What the dashboard shows

Aggregate state only. No per-grant requester identity, no peer_id, no prompt or image contents, no market settlement hashes beyond count. The dashboard enforces the zipnet privacy contract on the operator just as the provider enforces it on the submitter: the operator sees how their infrastructure is used, not who is using it.

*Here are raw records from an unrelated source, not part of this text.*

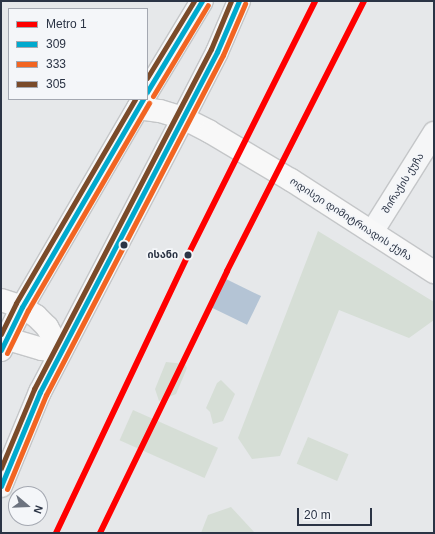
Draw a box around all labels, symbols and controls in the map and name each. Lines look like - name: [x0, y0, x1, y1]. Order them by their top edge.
- legend: [8, 8, 148, 100]
- text: Metro 1: [46, 17, 87, 31]
- text: 309: [46, 37, 66, 51]
- text: 333: [46, 57, 66, 71]
- text: 305: [46, 77, 66, 91]
- street label: შირაქის ქუჩა: [380, 151, 426, 215]
- street label: ოდისეი დიმიტრიადის ქუჩა: [288, 175, 414, 263]
- unlabelled marker: [119, 240, 129, 250]
- marker: ისანი: [181, 248, 195, 262]
- place label: ისანი: [148, 249, 178, 261]
- north arrow: [8, 486, 48, 526]
- scale bar: [299, 500, 374, 526]
- text: N: [31, 504, 45, 515]
- text: 20 m: [304, 508, 331, 522]

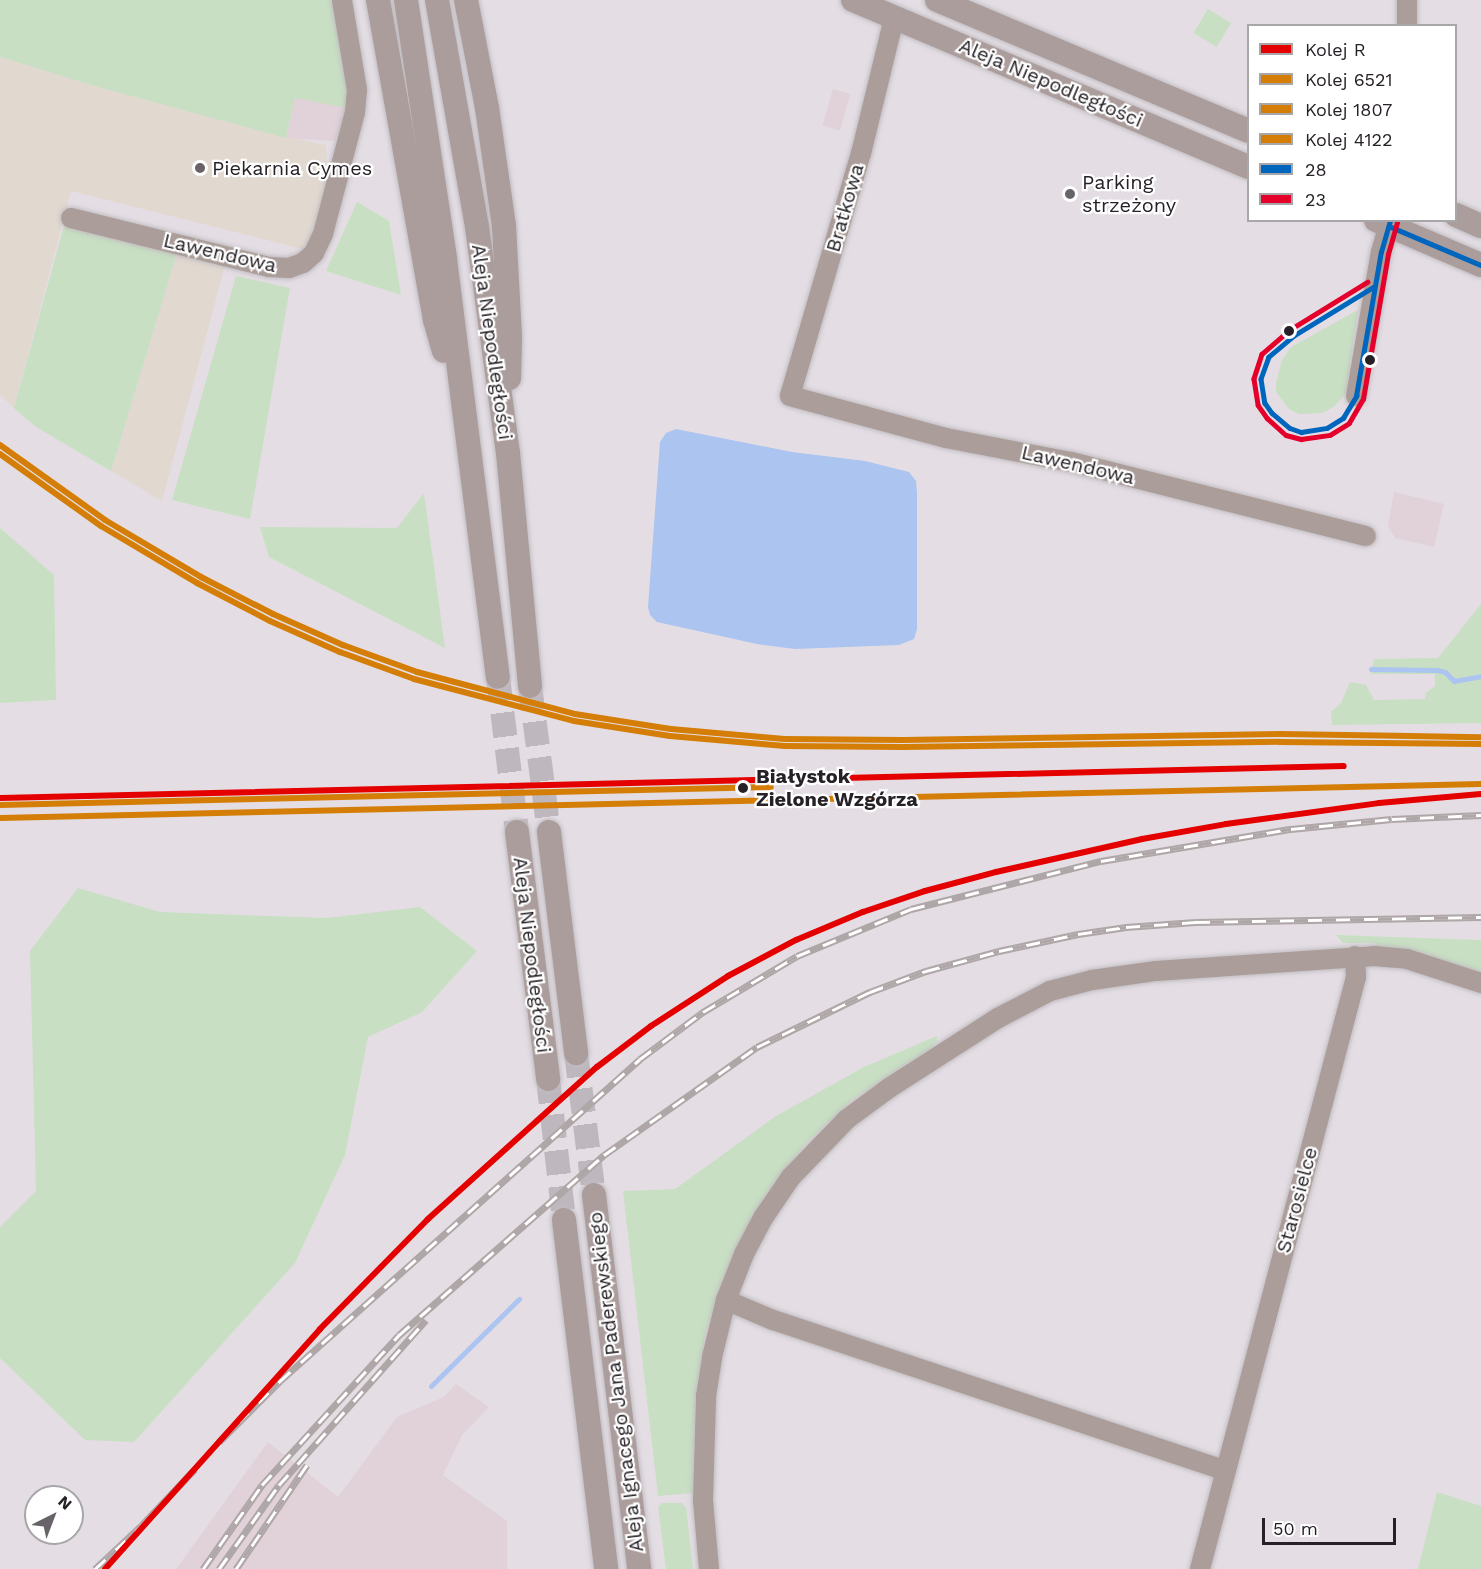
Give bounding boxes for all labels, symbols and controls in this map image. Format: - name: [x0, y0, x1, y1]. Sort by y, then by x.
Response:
- legend: [1247, 24, 1457, 222]
- street label: Aleja Niepodległości: [955, 33, 1147, 133]
- text: Kolej R: [1305, 39, 1366, 60]
- text: Kolej 6521: [1305, 69, 1393, 90]
- text: Kolej 1807: [1305, 99, 1392, 120]
- text: Kolej 4122: [1305, 129, 1392, 150]
- place label: Piekarnia Cymes: [212, 156, 373, 180]
- text: 28: [1305, 159, 1327, 180]
- marker: Piekarnia Cymes: [193, 161, 207, 175]
- street label: Bratkowa: [821, 161, 869, 255]
- place label: Parking strzeżony: [1082, 170, 1176, 217]
- marker: Parking strzeżony: [1063, 187, 1077, 201]
- text: 23: [1305, 189, 1326, 210]
- street label: Lawendowa: [161, 228, 279, 278]
- street label: Aleja Niepodległości: [466, 242, 518, 442]
- unlabelled marker: [1283, 325, 1295, 337]
- unlabelled marker: [1364, 354, 1376, 366]
- street label: Lawendowa: [1019, 440, 1137, 490]
- place label: Białystok Zielone Wzgórza: [756, 765, 918, 812]
- marker: Białystok Zielone Wzgórza: [734, 779, 752, 797]
- street label: Aleja Niepodległości: [508, 855, 556, 1055]
- street label: Starosielce: [1271, 1144, 1323, 1256]
- street label: Aleja Ignacego Jana Paderewskiego: [583, 1210, 649, 1554]
- north arrow: [24, 1485, 84, 1545]
- text: N: [54, 1492, 76, 1514]
- scale bar: [1265, 1506, 1398, 1544]
- text: 50 m: [1273, 1518, 1318, 1539]

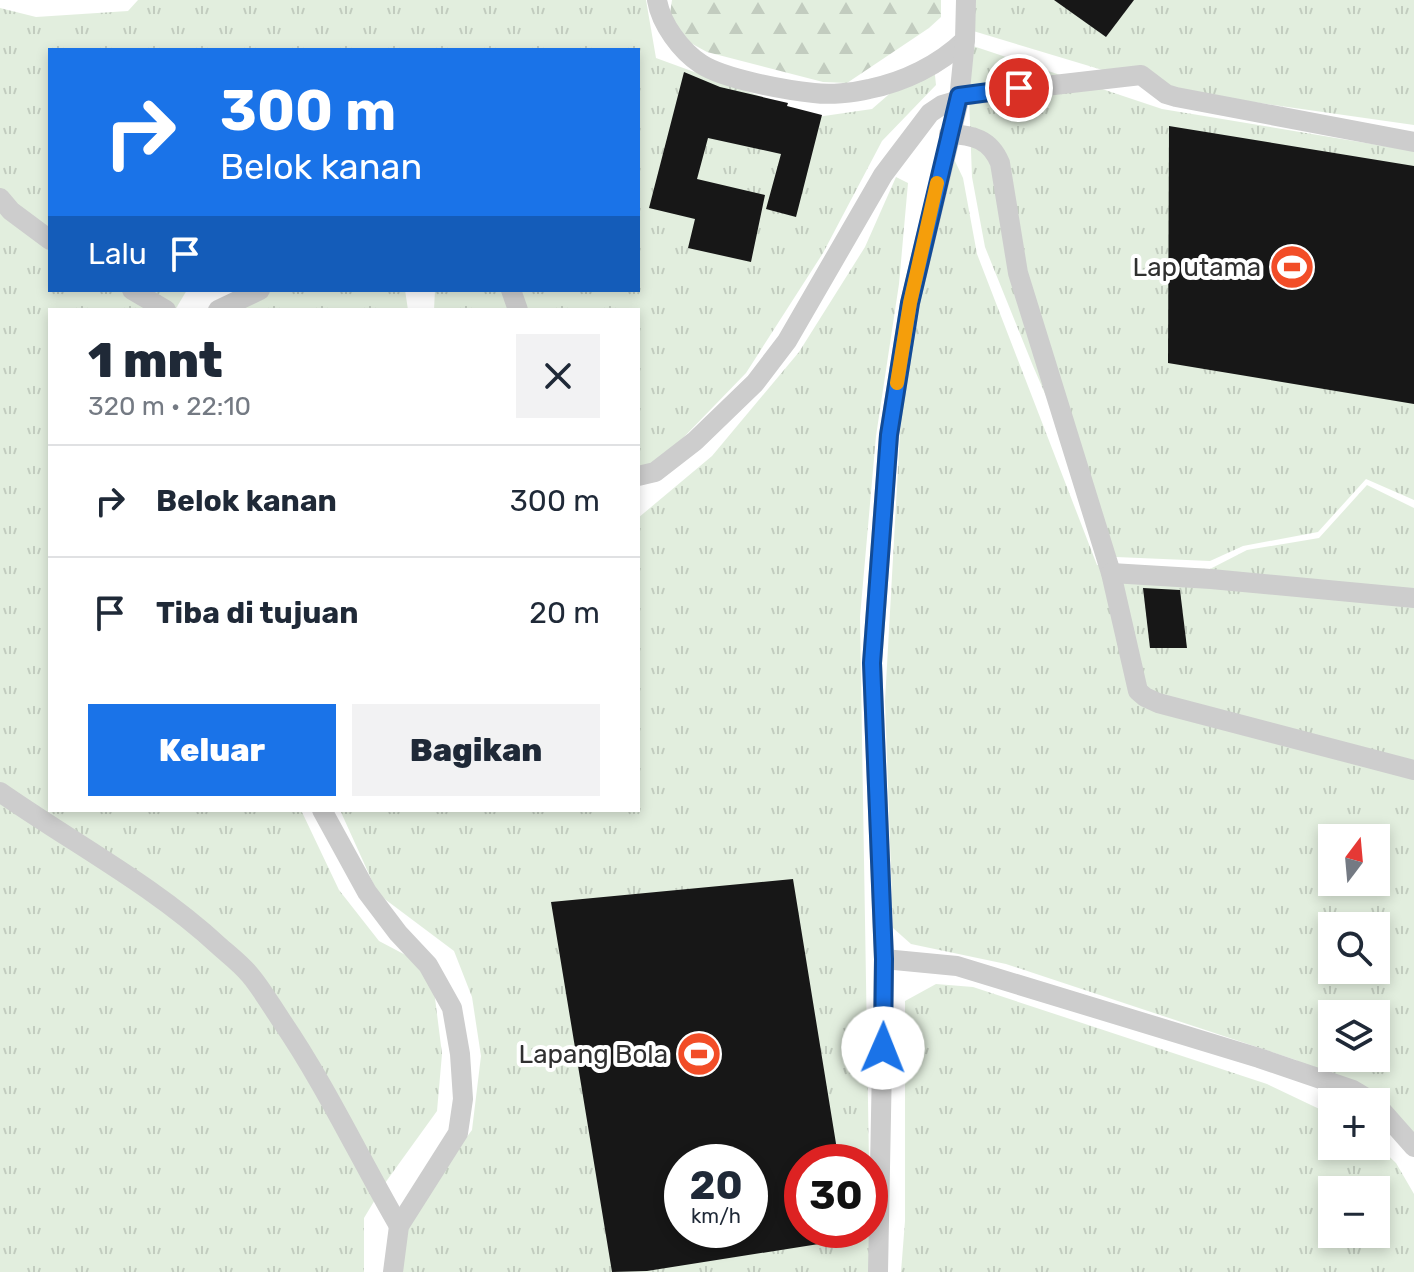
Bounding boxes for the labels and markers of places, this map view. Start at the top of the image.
pin [985,54,1053,122]
sports icon: Lap utama [1268,243,1316,291]
place label: Lap utama [1133,252,1261,283]
sports icon: Lapang Bola [675,1030,723,1078]
place label: Lapang Bola [519,1039,668,1070]

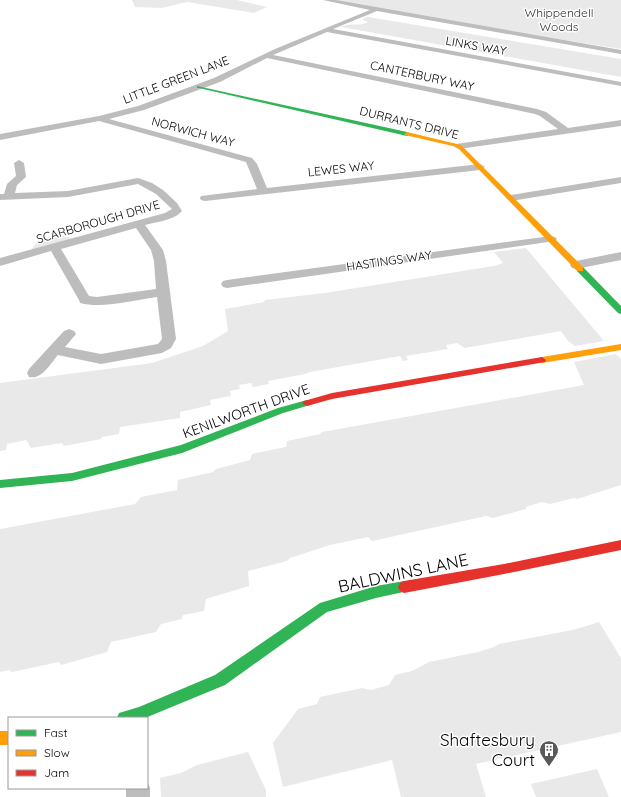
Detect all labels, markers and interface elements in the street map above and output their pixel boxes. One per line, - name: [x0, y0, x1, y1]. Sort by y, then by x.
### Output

Fields exposed per snapshot:

  • Provider statusregistered / alive / mrtd_ok.
  • Coalition name and Compute module version — so the operator can confirm they booted against the right handshake.
  • Active subscribers — how many coalition agents have bonded this bridge’s provider card in the Compute module’s Collection<ProviderId, ProviderCard>. Trends up as word spreads; trends down when agents retire or unpin.
  • Active grants vs the provider’s declared concurrency cap.
  • Lifetime grants served.
  • Per-backend capacity and utilisation — for each enabled backend: declared capacity, active grant count, window cpu-core-seconds, window ram-mib-seconds, window network bytes.
  • Window cost estimate — sum over backends of core-hours × $/core-hour + GiB-hours × $/GiB-hour using the operator’s rate table.
  • Window revenue settled — sum of coordination- market clearings credited to this bridge.
  • Recent events (ring buffer, last 50) — all redacted of requester identity: grant accepted (backend only), grant completed (usage delta only), provider card refreshed, subscriber joined / left.

ASCII mock

  compute-bridge dashboard
  ════════════════════════════════════════════════════════════════

  Provider:   <provider_id_prefix>          Status:   registered
  Coalition:  infer.corp                    Module:   Compute v0.6
  Uptime:     4d 02h                        MR_TD:    ok

  Subscribers (coalition agents bonded to this card):  27
  Active grants:                                        3 / 20
  Total grants served (lifetime):                   1,842

  ───────────────────────────────  Backends  ────────────────────────
  aws         [eu-west-1, us-east-1]     cap=80c/320G  used=30c/128G
  gcp         [europe-west1]             cap=32c/128G  used=0
  azure       (disabled)
  baremetal   [home-01 tdx-capable]      cap=32c/128G  used=32c/128G

  ─────────────────────────────  Last 24h  ─────────────────────────
  Grants served:        412
  Usage:   cpu=18,420 core-h   ram=73,680 GiB-h   net=412 GB
  Idle:                 24%
  Estimated cost:       $147.23   (aws $94, gcp $0, azure $0, bare $0)
  Settled revenue:      $228.71   (market: infer-market clearings)
  Net:                  +$81.48   (55% margin)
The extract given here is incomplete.